Quelle mouche a donc piqué le « clown atomique », -- comme il se définit lui-même – pour jouer ainsi les justiciers ?

Plus de deux siècles après les événement,  il ne risque plus grand-chose (l’accusé, profession : avocat, n’étant plus là pour se défendre), à lancer des accusations aussi désobligeantes, contre l’ancien maire et député de Saint-Brieuc.

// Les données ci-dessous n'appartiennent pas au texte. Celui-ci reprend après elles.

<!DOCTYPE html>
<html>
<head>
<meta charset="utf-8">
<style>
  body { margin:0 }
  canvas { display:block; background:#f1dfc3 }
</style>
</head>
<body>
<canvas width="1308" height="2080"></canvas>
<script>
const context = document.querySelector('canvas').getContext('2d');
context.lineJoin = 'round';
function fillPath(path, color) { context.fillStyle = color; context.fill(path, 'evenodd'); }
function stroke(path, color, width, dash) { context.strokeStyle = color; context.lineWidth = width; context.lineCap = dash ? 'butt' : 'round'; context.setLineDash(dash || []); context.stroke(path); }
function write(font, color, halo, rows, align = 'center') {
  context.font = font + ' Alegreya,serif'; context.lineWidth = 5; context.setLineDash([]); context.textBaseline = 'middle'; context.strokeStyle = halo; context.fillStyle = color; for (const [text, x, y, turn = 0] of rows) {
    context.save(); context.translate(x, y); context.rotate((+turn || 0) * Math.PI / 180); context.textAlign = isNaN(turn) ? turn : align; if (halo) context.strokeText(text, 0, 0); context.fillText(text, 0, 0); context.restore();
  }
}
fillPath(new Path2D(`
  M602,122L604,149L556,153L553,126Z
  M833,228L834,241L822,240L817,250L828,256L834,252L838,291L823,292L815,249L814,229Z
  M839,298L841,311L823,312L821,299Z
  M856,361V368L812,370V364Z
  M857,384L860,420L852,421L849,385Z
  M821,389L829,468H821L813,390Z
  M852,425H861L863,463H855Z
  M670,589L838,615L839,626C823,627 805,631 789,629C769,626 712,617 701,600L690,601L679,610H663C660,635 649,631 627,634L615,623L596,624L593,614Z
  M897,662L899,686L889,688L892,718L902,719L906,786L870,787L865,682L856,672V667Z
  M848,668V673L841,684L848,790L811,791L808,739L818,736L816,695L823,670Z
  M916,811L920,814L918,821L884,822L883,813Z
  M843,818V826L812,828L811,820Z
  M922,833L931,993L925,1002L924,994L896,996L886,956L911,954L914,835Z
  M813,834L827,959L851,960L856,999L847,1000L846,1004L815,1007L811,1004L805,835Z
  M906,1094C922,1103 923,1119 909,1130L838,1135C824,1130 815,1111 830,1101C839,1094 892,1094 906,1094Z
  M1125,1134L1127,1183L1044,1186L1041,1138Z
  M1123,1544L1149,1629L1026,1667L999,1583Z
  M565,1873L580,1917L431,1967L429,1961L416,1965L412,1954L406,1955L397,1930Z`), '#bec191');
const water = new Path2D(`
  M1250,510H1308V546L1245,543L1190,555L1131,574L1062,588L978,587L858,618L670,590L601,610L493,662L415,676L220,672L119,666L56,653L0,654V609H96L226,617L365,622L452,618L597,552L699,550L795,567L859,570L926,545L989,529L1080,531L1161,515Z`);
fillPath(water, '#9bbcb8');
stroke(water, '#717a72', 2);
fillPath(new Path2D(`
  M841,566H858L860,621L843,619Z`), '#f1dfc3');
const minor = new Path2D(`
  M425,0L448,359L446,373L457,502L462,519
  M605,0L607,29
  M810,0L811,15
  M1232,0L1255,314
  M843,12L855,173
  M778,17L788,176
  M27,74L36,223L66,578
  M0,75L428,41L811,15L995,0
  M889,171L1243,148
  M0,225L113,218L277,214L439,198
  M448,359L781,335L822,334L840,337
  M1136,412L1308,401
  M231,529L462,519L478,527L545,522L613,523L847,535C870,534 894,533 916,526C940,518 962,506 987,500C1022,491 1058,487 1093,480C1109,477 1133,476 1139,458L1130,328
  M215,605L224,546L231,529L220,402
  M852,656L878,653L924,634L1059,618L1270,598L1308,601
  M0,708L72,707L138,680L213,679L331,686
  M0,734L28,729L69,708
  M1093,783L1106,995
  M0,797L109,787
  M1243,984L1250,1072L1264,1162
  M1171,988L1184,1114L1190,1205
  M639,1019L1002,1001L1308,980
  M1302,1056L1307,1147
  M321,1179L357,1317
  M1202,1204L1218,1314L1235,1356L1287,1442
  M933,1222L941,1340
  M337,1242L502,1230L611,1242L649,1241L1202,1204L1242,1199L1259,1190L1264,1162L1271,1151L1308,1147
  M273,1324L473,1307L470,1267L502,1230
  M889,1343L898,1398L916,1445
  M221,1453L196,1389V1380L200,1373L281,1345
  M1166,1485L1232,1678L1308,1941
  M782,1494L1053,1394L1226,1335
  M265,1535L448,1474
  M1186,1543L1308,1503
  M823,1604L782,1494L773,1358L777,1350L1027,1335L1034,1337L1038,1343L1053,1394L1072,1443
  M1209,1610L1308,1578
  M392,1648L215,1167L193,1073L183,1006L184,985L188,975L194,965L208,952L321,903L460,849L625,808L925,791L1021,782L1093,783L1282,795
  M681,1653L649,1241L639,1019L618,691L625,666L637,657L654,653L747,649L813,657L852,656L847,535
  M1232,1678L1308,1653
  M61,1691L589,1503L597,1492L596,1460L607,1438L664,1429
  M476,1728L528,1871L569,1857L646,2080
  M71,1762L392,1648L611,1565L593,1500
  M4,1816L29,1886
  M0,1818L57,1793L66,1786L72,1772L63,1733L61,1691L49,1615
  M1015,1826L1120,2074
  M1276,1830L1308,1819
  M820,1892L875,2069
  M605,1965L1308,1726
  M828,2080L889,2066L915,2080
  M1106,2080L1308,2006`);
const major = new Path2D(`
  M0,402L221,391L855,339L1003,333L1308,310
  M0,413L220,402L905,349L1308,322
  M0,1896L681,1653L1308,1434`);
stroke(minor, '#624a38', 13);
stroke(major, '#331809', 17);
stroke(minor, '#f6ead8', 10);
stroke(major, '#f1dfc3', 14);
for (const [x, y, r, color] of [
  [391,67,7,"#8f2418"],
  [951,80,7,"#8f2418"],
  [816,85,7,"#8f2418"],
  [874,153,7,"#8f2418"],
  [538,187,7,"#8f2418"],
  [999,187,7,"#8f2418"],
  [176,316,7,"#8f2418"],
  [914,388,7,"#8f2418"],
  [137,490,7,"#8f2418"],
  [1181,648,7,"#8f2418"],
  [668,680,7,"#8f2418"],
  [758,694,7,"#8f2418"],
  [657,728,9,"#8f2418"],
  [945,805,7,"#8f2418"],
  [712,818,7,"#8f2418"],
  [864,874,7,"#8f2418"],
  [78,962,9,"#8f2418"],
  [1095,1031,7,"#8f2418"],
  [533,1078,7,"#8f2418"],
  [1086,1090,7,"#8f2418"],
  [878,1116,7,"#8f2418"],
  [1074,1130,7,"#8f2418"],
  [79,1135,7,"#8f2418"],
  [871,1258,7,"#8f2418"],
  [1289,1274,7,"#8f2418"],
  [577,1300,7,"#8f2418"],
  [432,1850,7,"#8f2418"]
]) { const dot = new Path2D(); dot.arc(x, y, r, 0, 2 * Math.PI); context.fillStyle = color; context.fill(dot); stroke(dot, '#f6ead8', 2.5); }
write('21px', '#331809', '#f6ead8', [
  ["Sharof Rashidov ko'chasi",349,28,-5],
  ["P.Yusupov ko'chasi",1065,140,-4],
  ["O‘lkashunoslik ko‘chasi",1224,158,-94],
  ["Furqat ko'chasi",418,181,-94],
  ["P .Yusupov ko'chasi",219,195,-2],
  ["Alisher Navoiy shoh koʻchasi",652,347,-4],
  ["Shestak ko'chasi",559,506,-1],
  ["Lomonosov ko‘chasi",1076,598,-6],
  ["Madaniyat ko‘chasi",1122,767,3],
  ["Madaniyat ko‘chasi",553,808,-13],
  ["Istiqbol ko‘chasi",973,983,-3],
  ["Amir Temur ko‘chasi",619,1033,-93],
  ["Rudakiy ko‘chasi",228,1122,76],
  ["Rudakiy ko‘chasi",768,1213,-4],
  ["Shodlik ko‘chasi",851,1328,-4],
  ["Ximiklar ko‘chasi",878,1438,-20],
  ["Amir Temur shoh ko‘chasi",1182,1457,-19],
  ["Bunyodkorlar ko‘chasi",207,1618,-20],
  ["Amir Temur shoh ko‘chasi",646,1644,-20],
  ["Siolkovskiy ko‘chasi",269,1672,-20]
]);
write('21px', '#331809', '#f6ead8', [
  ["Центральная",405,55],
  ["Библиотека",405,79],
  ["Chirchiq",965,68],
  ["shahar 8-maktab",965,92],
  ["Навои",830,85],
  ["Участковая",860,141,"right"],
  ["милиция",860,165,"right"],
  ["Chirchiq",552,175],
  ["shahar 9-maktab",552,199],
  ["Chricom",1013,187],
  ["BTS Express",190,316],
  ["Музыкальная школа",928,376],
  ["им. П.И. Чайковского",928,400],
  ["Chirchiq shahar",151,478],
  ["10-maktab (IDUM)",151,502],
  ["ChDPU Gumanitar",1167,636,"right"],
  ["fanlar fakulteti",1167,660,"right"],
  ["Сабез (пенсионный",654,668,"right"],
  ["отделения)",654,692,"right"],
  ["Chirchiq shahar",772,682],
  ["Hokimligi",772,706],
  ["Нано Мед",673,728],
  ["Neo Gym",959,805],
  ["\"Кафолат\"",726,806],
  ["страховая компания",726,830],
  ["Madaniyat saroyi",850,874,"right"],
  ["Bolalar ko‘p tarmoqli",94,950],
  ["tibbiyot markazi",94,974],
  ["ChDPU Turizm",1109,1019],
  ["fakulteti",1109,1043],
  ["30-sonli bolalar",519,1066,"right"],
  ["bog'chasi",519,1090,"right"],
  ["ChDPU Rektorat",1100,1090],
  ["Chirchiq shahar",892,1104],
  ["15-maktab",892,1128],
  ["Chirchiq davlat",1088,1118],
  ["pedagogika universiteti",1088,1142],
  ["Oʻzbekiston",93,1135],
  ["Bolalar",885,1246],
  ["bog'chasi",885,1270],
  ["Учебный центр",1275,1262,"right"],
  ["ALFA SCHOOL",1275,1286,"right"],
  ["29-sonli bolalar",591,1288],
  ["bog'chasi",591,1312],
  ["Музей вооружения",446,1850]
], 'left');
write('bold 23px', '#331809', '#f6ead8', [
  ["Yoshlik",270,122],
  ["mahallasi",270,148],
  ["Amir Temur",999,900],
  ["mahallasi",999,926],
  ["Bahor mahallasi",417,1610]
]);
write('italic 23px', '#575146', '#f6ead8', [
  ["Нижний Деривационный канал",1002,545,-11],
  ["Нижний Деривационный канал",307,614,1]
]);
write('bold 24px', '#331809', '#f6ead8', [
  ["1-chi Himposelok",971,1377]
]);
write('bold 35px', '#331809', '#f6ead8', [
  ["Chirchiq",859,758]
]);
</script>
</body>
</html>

Sans parler de l’opprobre éclaboussant sa descendance actuelle ainsi que l’ensemble des citoyens briochins et leurs représentants élus, toutes tendances confondues.

 

Mais on aura  compris : l’objet essentiel de Jean Kergrist est de s’opposer au projet actuel de reconstruction du monument Poulain-Corbion, et de démolir sa symbolique républicaine.

 

Reconstruire le monument emblématique de la République

 

Aujourd’hui, à un moment où la grande masse de la société, dans notre pays et au-delà,  aspire à la reconnaissance des droits de l’Homme, de liberté, d’égalité et de fraternité, Poulain-Corbion reste dans la mémoire collective une personnalité éminente et exemplaire  dont  les historiens  ont souligné l’engagement au service de ses concitoyens et de la République qu’il a incarnée, jusque dans la mort, sous les coups des Chouans en 1799. Poulain-Corbion était alors  Procureur de la commune,  Commissaire du gouvernement républicain (le Directoire) auprès de la Municipalité, dans une fonction assimilable à celle de Préfet.

 

En 1889, à l’occasion du centenaire de la Grande Révolution, sous le ciseau du sculpteur briochin Pierre Ogé, Poulain-Corbion fut choisi pour symboliser  la reconnaissance  de la population briochine, dans un  monument érigé devant l’Hôtel de Ville par la municipalité de Charles Pradal et Charles Baratoux avec le soutien de toutes les forces vives locales et régionales.

 

En 1942, les forces conjointes des armées du IIIème Reich et du régime de Vichy, jetèrent à bas ce monument emblématique de notre héritage révolutionnaire et républicain, qu’il  importe donc aujourd’hui, dans le respect de la diversité des composantes de notre société, de reconstruire.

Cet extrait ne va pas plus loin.